WORK REQUEST
Please return every line below that contains the string "Donnelly".

STORED DATA
------------
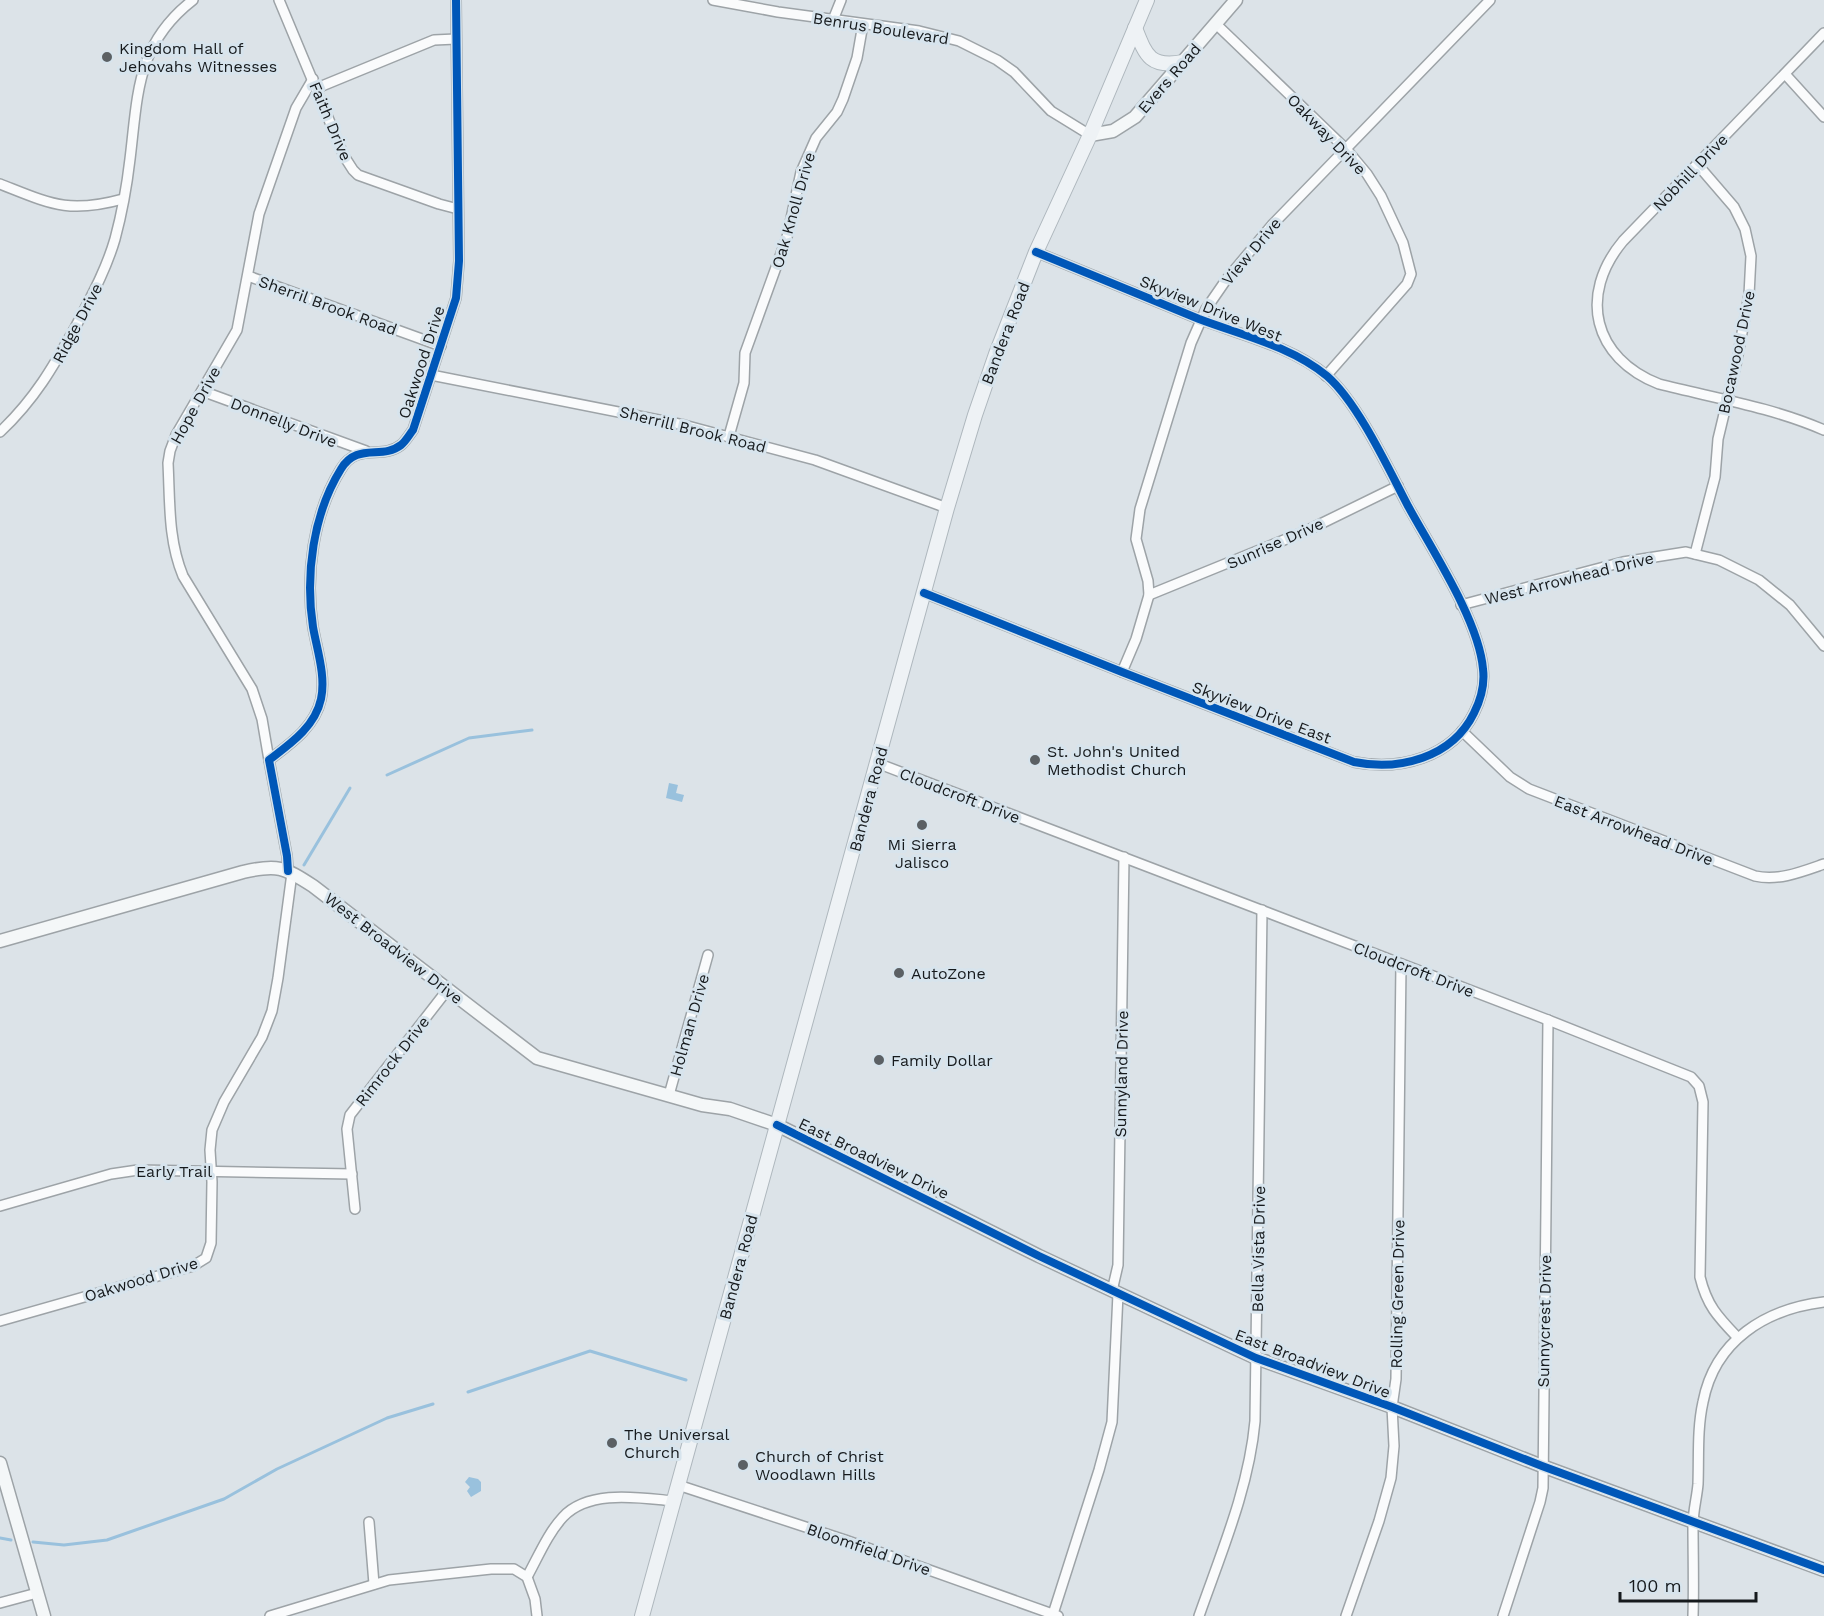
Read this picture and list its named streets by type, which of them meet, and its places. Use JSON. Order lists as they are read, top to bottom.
{
  "streets": {
    "main road": ["Bandera Road"],
    "street": [
      "Benrus Boulevard",
      "Evers Road",
      "Faith Drive",
      "Oakway Drive",
      "Nobhill Drive",
      "Oak Knoll Drive",
      "View Drive",
      "Sherril Brook Road",
      "Skyview Drive West",
      "Ridge Drive",
      "Bocawood Drive",
      "Oakwood Drive",
      "Hope Drive",
      "Donnelly Drive",
      "Sherrill Brook Road",
      "Sunrise Drive",
      "West Arrowhead Drive",
      "Skyview Drive East",
      "Cloudcroft Drive",
      "East Arrowhead Drive",
      "West Broadview Drive",
      "Holman Drive",
      "Rimrock Drive",
      "Sunnyland Drive",
      "East Broadview Drive",
      "Early Trail",
      "Bella Vista Drive",
      "Rolling Green Drive",
      "Sunnycrest Drive",
      "Bloomfield Drive"
    ]
  },
  "crossings": [
    ["Benrus Boulevard", "Evers Road"],
    ["Benrus Boulevard", "Oak Knoll Drive"],
    ["Benrus Boulevard", "Bandera Road"],
    ["Evers Road", "Oakway Drive"],
    ["Evers Road", "Bandera Road"],
    ["Faith Drive", "Oakwood Drive"],
    ["Faith Drive", "Hope Drive"],
    ["Oakway Drive", "View Drive"],
    ["Oakway Drive", "Skyview Drive West"],
    ["Nobhill Drive", "Bocawood Drive"],
    ["Oak Knoll Drive", "Sherrill Brook Road"],
    ["View Drive", "Skyview Drive West"],
    ["View Drive", "Sunrise Drive"],
    ["View Drive", "Skyview Drive East"],
    ["Sherril Brook Road", "Oakwood Drive"],
    ["Sherril Brook Road", "Hope Drive"],
    ["Skyview Drive West", "Bandera Road"],
    ["Skyview Drive West", "Sunrise Drive"],
    ["Skyview Drive West", "West Arrowhead Drive"],
    ["Skyview Drive West", "Skyview Drive East"],
    ["Bandera Road", "Sherrill Brook Road"],
    ["Bandera Road", "Skyview Drive East"],
    ["Bandera Road", "Cloudcroft Drive"],
    ["Bandera Road", "West Broadview Drive"],
    ["Bandera Road", "East Broadview Drive"],
    ["Bandera Road", "Bloomfield Drive"],
    ["Bocawood Drive", "West Arrowhead Drive"],
    ["Oakwood Drive", "Hope Drive"],
    ["Oakwood Drive", "Donnelly Drive"],
    ["Oakwood Drive", "Sherrill Brook Road"],
    ["Oakwood Drive", "West Broadview Drive"],
    ["Oakwood Drive", "Early Trail"],
    ["Hope Drive", "Donnelly Drive"],
    ["West Arrowhead Drive", "Skyview Drive East"],
    ["Skyview Drive East", "East Arrowhead Drive"],
    ["Cloudcroft Drive", "Sunnyland Drive"],
    ["Cloudcroft Drive", "Bella Vista Drive"],
    ["Cloudcroft Drive", "Rolling Green Drive"],
    ["Cloudcroft Drive", "Sunnycrest Drive"],
    ["West Broadview Drive", "Holman Drive"],
    ["West Broadview Drive", "Rimrock Drive"],
    ["West Broadview Drive", "East Broadview Drive"],
    ["Rimrock Drive", "Early Trail"],
    ["Sunnyland Drive", "East Broadview Drive"],
    ["Sunnyland Drive", "Bloomfield Drive"],
    ["East Broadview Drive", "Bella Vista Drive"],
    ["East Broadview Drive", "Rolling Green Drive"],
    ["East Broadview Drive", "Sunnycrest Drive"]
  ],
  "places": [
    "Kingdom Hall of Jehovahs Witnesses",
    "St. John's United Methodist Church",
    "Mi Sierra Jalisco",
    "AutoZone",
    "Family Dollar",
    "The Universal Church",
    "Church of Christ Woodlawn Hills"
  ],
  "scale_bar": "100 m"
}
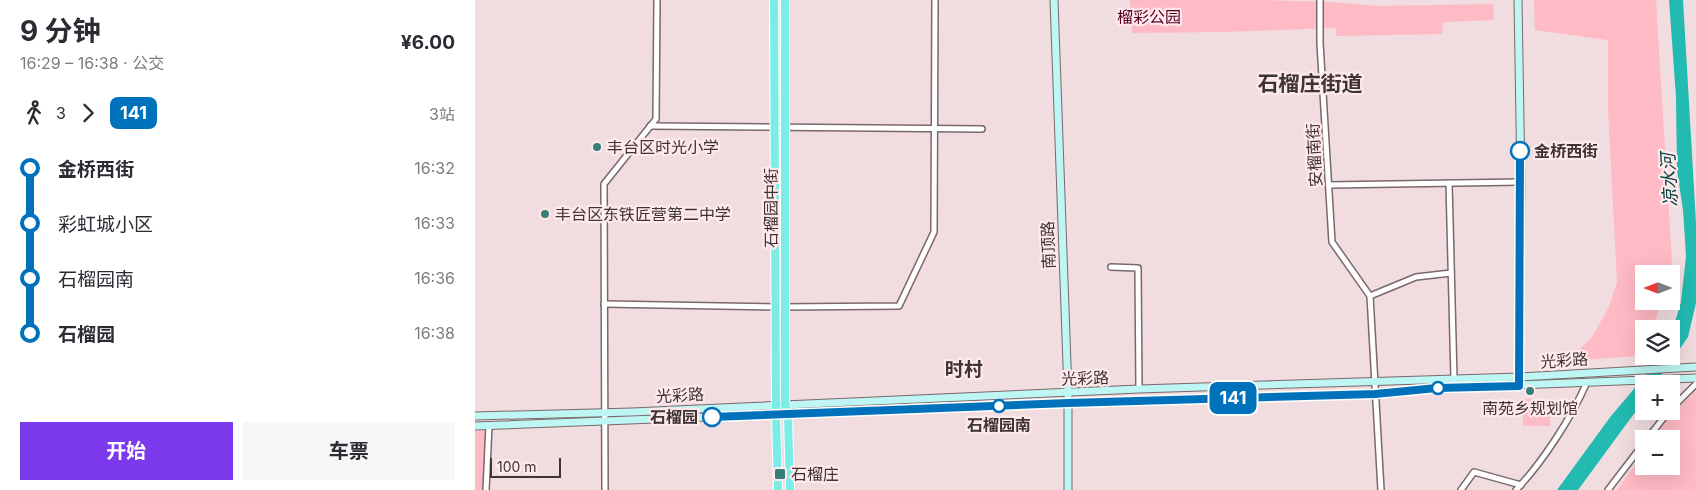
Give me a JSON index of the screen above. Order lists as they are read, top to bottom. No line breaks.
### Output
{"streets":{"main road":["石榴园中街","南顶路","光彩路"],"street":["安榴南街"]},"crossings":[["石榴园中街","光彩路"],["南顶路","光彩路"]],"districts":["石榴庄街道","时村"],"water":["凉水河"],"parks":["榴彩公园"],"places":{"other":["丰台区时光小学","金桥西街","丰台区东铁匠营第二中学","南苑乡规划馆","石榴园南","石榴园"],"transit":["石榴庄"]},"lines":["bus line 141"],"scale_bar":"100 m","north":"left","page":{"heading":["9 分钟","16:29 – 16:38 · 公交","¥6.00"],"on_map":"141","legs":["3","141","3站"],"list":[{"name":"金桥西街","value":"16:32"},{"name":"彩虹城小区","value":"16:33"},{"name":"石榴园南","value":"16:36"},{"name":"石榴园","value":"16:38"}],"map_buttons":["+","−"],"buttons":["开始","车票"],"scale":"100 m"}}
------------
ANSWER BOX
      "Donnelly Drive",
    ["Oakwood Drive", "Donnelly Drive"],
    ["Hope Drive", "Donnelly Drive"],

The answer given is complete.